Yo, que cuando no estoy leyendo ficciones las estoy escribiendo, que cuando no estoy viendo ficciones las estoy imaginando, puedo decir que suele entrarse a todas las historias con la sensación de que en cualquier momento pueden convertirse en una historia de amor. Hay gentes que parecen obsesionadas con el trabajo. Hay gentes que se ven dispuestas a venderle el alma al diablo con tal de conseguir la fama. Hay gentes que se están vengando del mundo por lo que unos cuantos les hicieron sentir –que no eran amadas, que no eran reconocidas– justo cuando les era fundamental sentir lo contrario. Pero debo decir, sin haber hecho encuestas e investigaciones dignas de Psychological Science, que incluso los cínicos y los dementes están tratando de dar con el amor adentro o afuera de sí mismos. 
 
Hoy más.
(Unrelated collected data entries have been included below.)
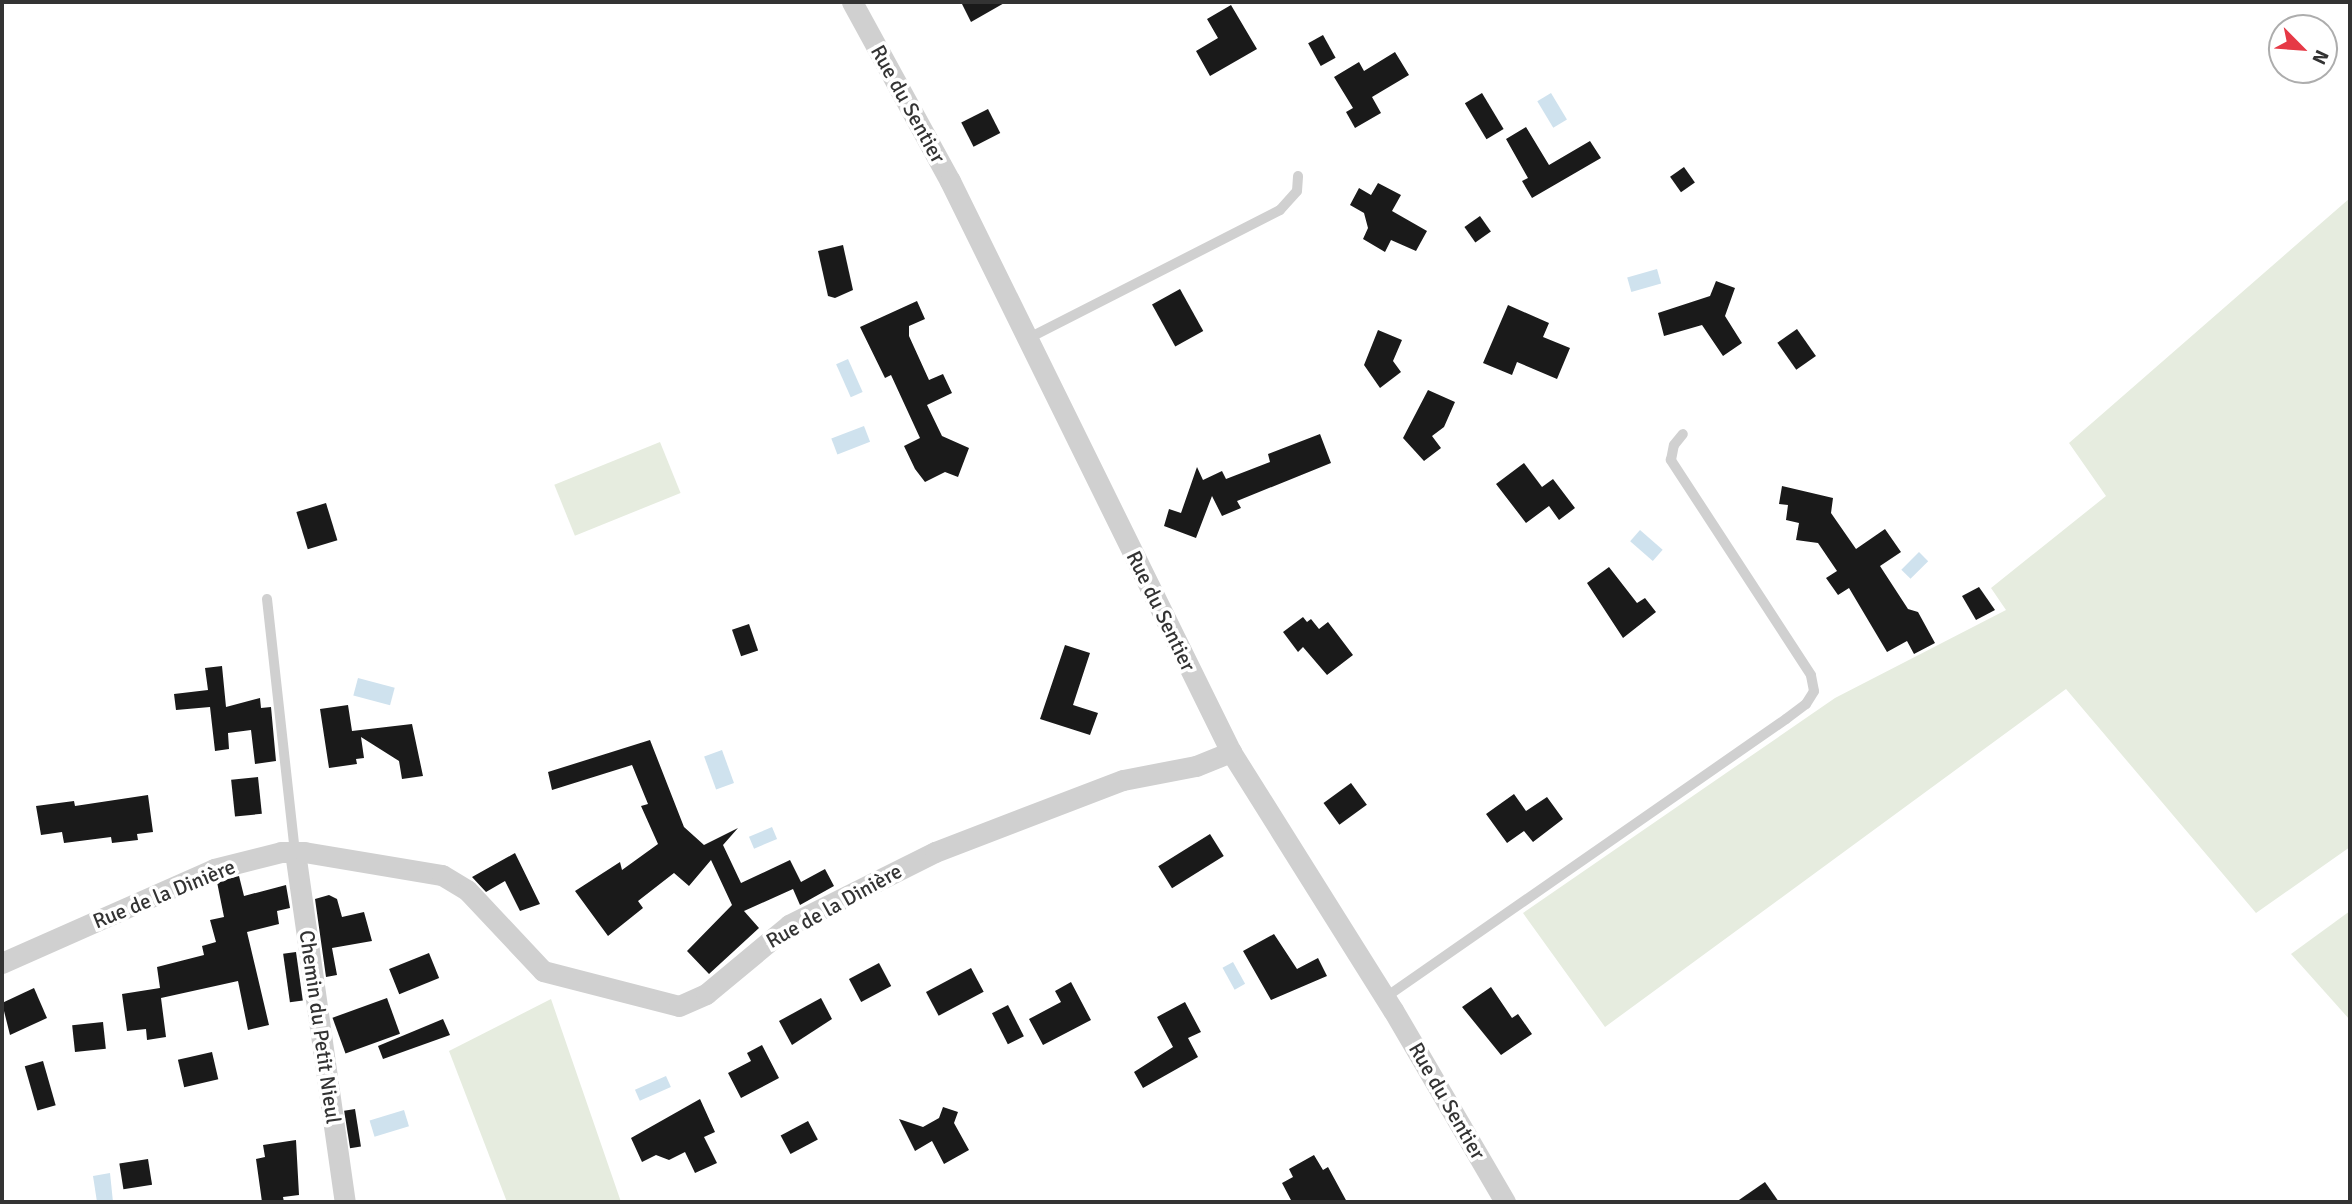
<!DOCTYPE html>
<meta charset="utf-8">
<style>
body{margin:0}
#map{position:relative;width:2352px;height:1204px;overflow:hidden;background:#fff;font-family:Signika,sans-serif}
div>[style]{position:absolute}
.green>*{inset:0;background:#e6ecdf;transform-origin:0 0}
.water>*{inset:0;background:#cfe2ee;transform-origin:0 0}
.building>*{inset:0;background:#1a1a1a;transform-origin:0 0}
.service>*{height:10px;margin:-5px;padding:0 5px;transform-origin:5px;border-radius:5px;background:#d0d0d0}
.minor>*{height:21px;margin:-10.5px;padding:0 10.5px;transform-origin:10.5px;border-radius:10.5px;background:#d0d0d0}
span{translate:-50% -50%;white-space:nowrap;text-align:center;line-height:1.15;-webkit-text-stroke:7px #fff;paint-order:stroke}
.street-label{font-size:21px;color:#333}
.frame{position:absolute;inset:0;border:4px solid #333;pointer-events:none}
.north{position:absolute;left:2268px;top:14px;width:70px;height:70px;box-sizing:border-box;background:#fff;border:2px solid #adadad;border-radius:50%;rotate:115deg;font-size:19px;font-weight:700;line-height:28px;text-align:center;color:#333}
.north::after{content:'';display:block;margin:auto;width:24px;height:32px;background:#e63946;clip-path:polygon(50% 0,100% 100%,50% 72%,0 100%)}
</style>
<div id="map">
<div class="green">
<div style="clip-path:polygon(2350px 198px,2350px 847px,2256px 913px,2066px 689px,1605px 1027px,1523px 913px,1835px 698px,2006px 610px,1991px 588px,2106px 496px,2069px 443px)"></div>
<div style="left:660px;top:442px;width:55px;height:114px;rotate:68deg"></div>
<div style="clip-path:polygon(2350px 911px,2350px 1020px,2291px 954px)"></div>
<div style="clip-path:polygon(551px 999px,621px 1202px,507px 1202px,449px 1051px)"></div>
</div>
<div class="water">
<div style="left:1551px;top:93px;width:31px;height:16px;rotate:59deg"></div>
<div style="left:1657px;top:269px;width:15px;height:31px;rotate:74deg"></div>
<div style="left:848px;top:359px;width:36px;height:13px;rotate:66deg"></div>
<div style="left:864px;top:426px;width:17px;height:35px;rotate:69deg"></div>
<div style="left:1640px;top:530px;width:30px;height:15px;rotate:41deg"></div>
<div style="left:1919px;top:552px;width:13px;height:25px;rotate:45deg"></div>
<div style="left:358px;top:678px;width:38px;height:18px;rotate:15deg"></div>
<div style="left:722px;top:750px;width:35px;height:19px;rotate:70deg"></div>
<div style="left:772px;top:827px;width:13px;height:25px;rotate:67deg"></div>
<div style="left:1233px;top:962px;width:25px;height:12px;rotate:61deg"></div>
<div style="left:666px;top:1076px;width:12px;height:34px;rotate:66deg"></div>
<div style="left:404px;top:1110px;width:17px;height:36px;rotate:73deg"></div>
<div style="clip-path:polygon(110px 1173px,113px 1202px,97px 1202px,93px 1176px)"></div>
</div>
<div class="building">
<div style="clip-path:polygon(961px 2px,1006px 2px,971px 22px)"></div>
<div style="clip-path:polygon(1231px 5px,1257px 49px,1210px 76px,1196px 51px,1218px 38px,1207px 19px)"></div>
<div style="left:1323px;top:35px;width:26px;height:17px;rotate:61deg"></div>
<div style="clip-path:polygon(1395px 52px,1409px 75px,1372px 97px,1381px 113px,1355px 128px,1346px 112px,1353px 108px,1334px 77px,1359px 62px,1364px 71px)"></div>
<div style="left:1482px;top:93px;width:42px;height:20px;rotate:59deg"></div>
<div style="left:988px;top:109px;width:27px;height:30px;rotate:63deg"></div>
<div style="clip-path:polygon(1526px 127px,1549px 165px,1590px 141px,1601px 158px,1532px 198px,1522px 181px,1528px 178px,1506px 139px)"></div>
<div style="left:1684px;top:167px;width:19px;height:17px;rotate:55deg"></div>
<div style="clip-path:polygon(1378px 183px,1401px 195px,1392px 211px,1427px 231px,1416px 251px,1391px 240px,1385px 252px,1363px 239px,1368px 228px,1364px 213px,1350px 205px,1359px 188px,1371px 195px)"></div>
<div style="left:1480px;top:216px;width:19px;height:19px;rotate:55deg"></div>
<div style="clip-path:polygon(843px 245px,853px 290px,835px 298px,828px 296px,818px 251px)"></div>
<div style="clip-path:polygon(1716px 281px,1735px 288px,1725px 316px,1742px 343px,1723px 356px,1702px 325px,1664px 336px,1658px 313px,1710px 296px)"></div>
<div style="left:1180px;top:289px;width:48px;height:32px;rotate:61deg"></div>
<div style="clip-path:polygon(917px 301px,925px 319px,909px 326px,909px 336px,929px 380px,943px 374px,952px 393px,927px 405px,942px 436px,969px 448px,958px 477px,945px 472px,925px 482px,915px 469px,904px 446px,920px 438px,891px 375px,885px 378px,860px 327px)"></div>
<div style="clip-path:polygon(1508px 305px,1549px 323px,1543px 337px,1570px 348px,1557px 379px,1517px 362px,1512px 375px,1483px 363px)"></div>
<div style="left:1797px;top:329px;width:33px;height:24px;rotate:55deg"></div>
<div style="clip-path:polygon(1378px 330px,1402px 340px,1393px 361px,1401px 372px,1380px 388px,1364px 365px)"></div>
<div style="clip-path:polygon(1428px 390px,1455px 402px,1444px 427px,1432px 436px,1441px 448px,1424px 461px,1403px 438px)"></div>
<div style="clip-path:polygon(1320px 434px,1331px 463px,1237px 501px,1241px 508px,1222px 516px,1212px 496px,1196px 538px,1164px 526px,1169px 509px,1181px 513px,1197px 467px,1203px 480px,1222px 471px,1226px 479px,1270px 462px,1268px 454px)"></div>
<div style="clip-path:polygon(1524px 463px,1542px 487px,1553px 479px,1575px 508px,1559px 520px,1549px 506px,1526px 523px,1496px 484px)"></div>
<div style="clip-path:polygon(1782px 486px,1833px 498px,1831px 513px,1856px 549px,1885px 529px,1901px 552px,1880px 566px,1908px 609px,1918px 612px,1935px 643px,1914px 654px,1907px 641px,1887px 652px,1849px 588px,1838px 595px,1826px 578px,1837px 571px,1818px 543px,1796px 540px,1799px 523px,1786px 520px,1788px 505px,1779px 504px)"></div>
<div style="left:326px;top:503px;width:39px;height:31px;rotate:73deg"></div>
<div style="clip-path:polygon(1609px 567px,1637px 603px,1645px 598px,1656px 612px,1623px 638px,1587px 583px)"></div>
<div style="clip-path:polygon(1979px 587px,1995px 610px,1976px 620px,1962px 596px)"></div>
<div style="clip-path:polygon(1303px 617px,1307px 622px,1311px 619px,1319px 629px,1328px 622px,1353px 655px,1327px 675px,1303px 647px,1298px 652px,1283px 632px)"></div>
<div style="left:749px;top:624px;width:28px;height:18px;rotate:71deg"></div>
<div style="clip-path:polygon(1065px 645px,1090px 653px,1073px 705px,1098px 713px,1090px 735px,1040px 719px)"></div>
<div style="clip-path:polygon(222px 666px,226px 707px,260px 698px,261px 708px,271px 707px,276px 761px,255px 764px,251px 730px,228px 733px,229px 749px,215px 751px,210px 707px,176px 710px,174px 694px,208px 690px,205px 668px)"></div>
<div style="clip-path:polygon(348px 705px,352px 731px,412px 724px,423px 776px,402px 779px,399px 761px,361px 737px,364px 758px,356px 759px,357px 764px,329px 768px,320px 709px)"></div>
<div style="clip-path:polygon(650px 740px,684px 827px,704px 845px,738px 828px,723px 845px,741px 883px,790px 860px,801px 882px,825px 869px,834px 886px,800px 905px,793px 889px,744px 911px,759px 928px,709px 974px,687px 951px,732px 905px,711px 860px,689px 886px,674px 873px,638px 901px,643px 908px,608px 936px,575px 891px,620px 862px,622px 870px,658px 844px,641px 806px,648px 804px,632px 765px,552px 790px,548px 772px)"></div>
<div style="left:258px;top:777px;width:37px;height:27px;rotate:84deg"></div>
<div style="left:1351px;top:783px;width:27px;height:34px;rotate:54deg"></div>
<div style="clip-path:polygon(1514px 794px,1526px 811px,1547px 797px,1563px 819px,1533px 842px,1524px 831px,1507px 843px,1486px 814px)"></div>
<div style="clip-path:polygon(148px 795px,153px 832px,137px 834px,138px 840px,112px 843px,111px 837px,64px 843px,62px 832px,41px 835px,36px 806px,74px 801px,75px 806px)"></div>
<div style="left:1210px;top:834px;width:26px;height:61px;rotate:58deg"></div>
<div style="clip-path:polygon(515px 853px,540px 904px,520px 911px,505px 881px,486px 892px,472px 877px)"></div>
<div style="clip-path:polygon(239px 876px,244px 896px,286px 885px,290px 908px,277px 911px,279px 924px,247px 932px,269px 1025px,248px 1030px,238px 981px,161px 998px,166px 1037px,147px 1040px,146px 1029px,127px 1031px,122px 994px,160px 988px,157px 967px,204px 955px,202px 946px,216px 942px,210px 920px,224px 917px,217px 882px)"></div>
<div style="clip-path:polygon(329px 895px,337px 899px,342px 917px,364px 912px,372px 941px,332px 948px,337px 975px,326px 977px,315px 899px)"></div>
<div style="clip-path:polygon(1274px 934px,1297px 969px,1318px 958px,1327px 976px,1271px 1000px,1243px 951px)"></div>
<div style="left:296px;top:952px;width:49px;height:13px;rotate:82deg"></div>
<div style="left:429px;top:953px;width:27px;height:43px;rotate:68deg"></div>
<div style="left:879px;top:963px;width:26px;height:34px;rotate:62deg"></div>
<div style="left:971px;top:968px;width:27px;height:51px;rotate:62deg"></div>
<div style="clip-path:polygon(1071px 982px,1091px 1020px,1043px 1045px,1029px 1019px,1061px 1002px,1055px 991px)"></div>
<div style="clip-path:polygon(1491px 987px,1512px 1018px,1518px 1014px,1532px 1034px,1501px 1055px,1462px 1007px)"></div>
<div style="clip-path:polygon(34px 988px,47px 1018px,10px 1035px,2px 1003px)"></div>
<div style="left:387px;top:998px;width:38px;height:58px;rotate:70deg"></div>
<div style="clip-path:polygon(821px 998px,832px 1019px,792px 1045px,779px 1021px)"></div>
<div style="clip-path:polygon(1185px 1002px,1201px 1032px,1188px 1038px,1198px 1057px,1143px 1088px,1134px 1072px,1173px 1047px,1157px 1017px)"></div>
<div style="left:1008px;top:1005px;width:35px;height:18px;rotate:63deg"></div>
<div style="clip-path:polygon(443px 1019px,450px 1035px,383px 1059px,378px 1046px)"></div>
<div style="left:103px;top:1022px;width:27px;height:31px;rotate:84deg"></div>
<div style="clip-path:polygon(762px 1045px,779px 1078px,741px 1098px,728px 1073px,751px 1061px,747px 1053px)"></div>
<div style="left:212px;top:1052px;width:28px;height:35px;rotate:77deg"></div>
<div style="left:43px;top:1061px;width:46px;height:19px;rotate:74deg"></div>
<div style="clip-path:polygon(700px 1099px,715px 1132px,704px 1137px,717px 1163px,695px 1173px,685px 1152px,669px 1160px,656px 1155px,642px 1162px,631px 1138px)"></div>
<div style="clip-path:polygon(943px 1107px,958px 1112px,954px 1123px,969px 1150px,944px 1164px,932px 1141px,915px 1151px,899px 1119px,923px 1127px,939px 1118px)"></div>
<div style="left:355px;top:1109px;width:38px;height:11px;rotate:81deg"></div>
<div style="left:808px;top:1121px;width:21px;height:31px;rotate:62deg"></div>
<div style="clip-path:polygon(296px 1140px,299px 1195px,283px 1197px,284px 1202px,262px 1202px,256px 1159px,265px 1157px,263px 1145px)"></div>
<div style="clip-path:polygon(1314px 1155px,1323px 1170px,1328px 1167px,1347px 1202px,1292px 1202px,1282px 1183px,1293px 1177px,1289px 1169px)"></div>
<div style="left:148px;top:1159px;width:26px;height:29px;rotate:81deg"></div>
<div style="clip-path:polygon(1765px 1182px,1779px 1202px,1736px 1202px)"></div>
</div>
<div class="service">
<div style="left:1027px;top:339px;width:284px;rotate:-27deg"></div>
<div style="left:1280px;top:210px;width:25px;rotate:-48deg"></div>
<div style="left:1297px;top:191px;width:15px;rotate:-86deg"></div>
<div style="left:267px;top:599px;width:255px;rotate:83.7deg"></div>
<div style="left:1386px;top:997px;width:487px;rotate:-34.8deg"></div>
<div style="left:1786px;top:719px;width:25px;rotate:-37deg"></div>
<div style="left:1806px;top:704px;width:15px;rotate:-58deg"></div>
<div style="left:1814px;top:691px;width:16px;rotate:-101deg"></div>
<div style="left:1811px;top:675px;width:257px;rotate:-123.1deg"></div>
<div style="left:1671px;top:460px;width:15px;rotate:-79deg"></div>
<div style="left:1674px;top:445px;width:14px;rotate:-51deg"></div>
</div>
<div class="minor">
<div style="left:852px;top:2px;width:204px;rotate:61.3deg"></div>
<div style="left:950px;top:181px;width:636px;rotate:63.8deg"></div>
<div style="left:1231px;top:752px;width:305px;rotate:57.9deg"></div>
<div style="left:1393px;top:1010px;width:222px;rotate:59.7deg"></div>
<div style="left:295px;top:852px;width:354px;rotate:81.9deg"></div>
<div style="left:2px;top:963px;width:232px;rotate:-23.9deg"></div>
<div style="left:214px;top:869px;width:69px;rotate:-14.2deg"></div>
<div style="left:281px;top:852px;width:23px"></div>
<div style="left:304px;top:852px;width:140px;rotate:9.5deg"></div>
<div style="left:442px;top:875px;width:29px;rotate:31deg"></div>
<div style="left:467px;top:890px;width:111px;rotate:46.8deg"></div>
<div style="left:543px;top:971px;width:140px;rotate:14.4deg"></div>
<div style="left:679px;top:1006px;width:30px;rotate:-24deg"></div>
<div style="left:706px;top:994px;width:108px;rotate:-39.7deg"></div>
<div style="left:789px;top:925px;width:163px;rotate:-26.6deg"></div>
<div style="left:935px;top:852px;width:201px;rotate:-21deg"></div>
<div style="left:1123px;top:780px;width:74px;rotate:-10.9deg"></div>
<div style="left:1196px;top:766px;width:38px;rotate:-22deg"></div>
</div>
<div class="street-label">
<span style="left:908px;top:104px;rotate:61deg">Rue du Sentier</span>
<span style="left:1161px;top:611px;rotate:64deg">Rue du Sentier</span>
<span style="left:164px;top:894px;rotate:-22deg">Rue de la Dinière</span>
<span style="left:834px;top:906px;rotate:-29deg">Rue de la Dinière</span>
<span style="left:320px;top:1027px;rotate:82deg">Chemin du Petit Nieul</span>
<span style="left:1447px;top:1101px;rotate:60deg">Rue du Sentier</span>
</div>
<div class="frame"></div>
<div class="north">N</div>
</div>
Hoy no queda más. Hoy, golpe de realidad tras golpe de realidad tras golpe de realidad, es inevitable darse cuenta de que basta y sobra con querer y ser querido. Hacia finales del año pasado, octubre o noviembre de ese año sin meses, llegué a contar seis divorcios de parejas conocidas: ¡seis! Vi separaciones dolorosas. Vi desengaños que fueron todavía peores en plena cuarentena. Vi soledades convirtiéndose en locuras. Pero también me enteré de verdaderas tramas de amor entre vecinos que se vieron obligados a conocerse y a enamorarse después de años de vivir –como los personajes de Agu Trot, la novela de Roald Dahl– a unos pasos y unos metros nada más. Hubo quienes dieron con el amor, con un amor, en plena pandemia, como confirmando el rumor del destino. Se dieron los amantes. Se dieron los noviazgos.
 
Y tenía que ser. Solemos meternos de cabeza en los relatos de todos los géneros –en las comedias, en las crónicas de guerra y en las tramas de terror– con la sospecha de que ese par de personajes que están atándose el uno al otro van a resultar atrapados en una historia de amor a pesar de todo, pero no lo hacemos porque seamos una raza de voyeristas ni porque seamos una estirpe de chismosos, no, lo hacemos porque así también vivimos: vivimos sospechando que el mundo es el pretexto del amor. Quizás lo sea, ¿no?, quizás sea el amor, estúpido. Quizás los tiempos de la especie humana, que no siempre estuvo en este planeta y a este paso no siempre va a estar, sean los tiempos del amor. Tal vez no sea que se den las parejas y los amantazgos y las familias en medio de las guerras y de las pandemias, sino que se dan las épocas oscuras, salidas de madre, en el escenario del amor. Voy a sonar a viejo que siempre dice lo mismo cuando ya se ha tomado un par de tragos, pero por algo coinciden los testimonios de los astronautas en que es amor lo que uno siente cuando se ve desde la negrura sin pliegues del espacio la imagen de ese “pálido punto azul” que no por nada llamamos la Tierra. 
 
*Publicado en la edición impresa de febrero 2021.